* _Brief_:
Each line below that includes the word "this" adds one to the count; give that count and nothing else.

* _Dataset records_:

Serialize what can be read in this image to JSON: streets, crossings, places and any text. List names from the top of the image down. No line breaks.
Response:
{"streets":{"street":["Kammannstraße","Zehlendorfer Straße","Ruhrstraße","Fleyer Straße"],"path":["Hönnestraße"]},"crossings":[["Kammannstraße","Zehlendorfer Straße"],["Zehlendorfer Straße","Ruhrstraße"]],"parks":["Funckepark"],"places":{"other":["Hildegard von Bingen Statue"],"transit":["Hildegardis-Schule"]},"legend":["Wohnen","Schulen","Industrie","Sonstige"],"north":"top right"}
...
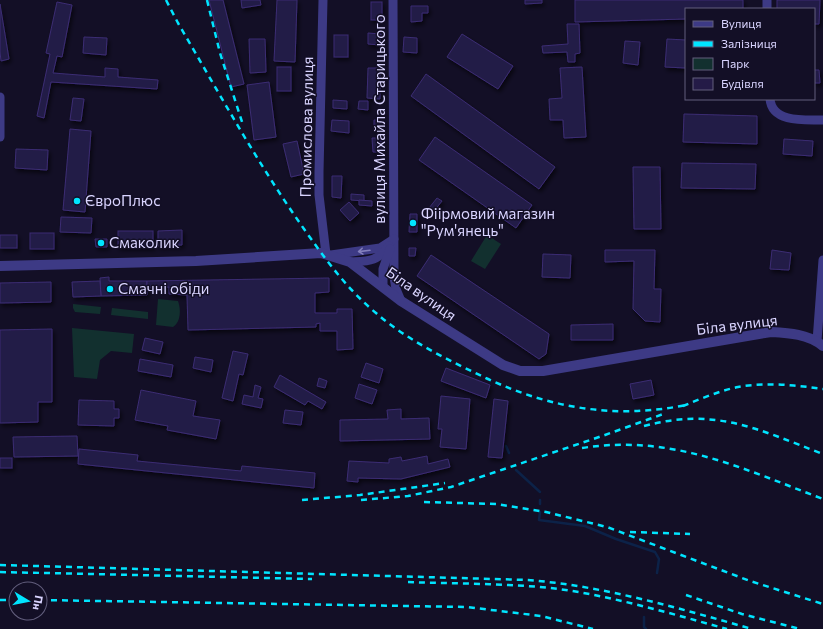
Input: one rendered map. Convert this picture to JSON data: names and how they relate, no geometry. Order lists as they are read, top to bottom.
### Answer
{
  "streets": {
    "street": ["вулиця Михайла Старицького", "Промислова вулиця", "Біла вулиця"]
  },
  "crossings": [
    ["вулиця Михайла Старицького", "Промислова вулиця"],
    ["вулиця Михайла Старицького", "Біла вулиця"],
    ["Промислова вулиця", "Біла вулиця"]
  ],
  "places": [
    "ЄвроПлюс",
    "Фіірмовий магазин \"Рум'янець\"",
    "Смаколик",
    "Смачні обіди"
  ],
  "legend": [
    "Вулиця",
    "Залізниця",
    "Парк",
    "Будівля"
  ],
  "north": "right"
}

* _Finished task_:
2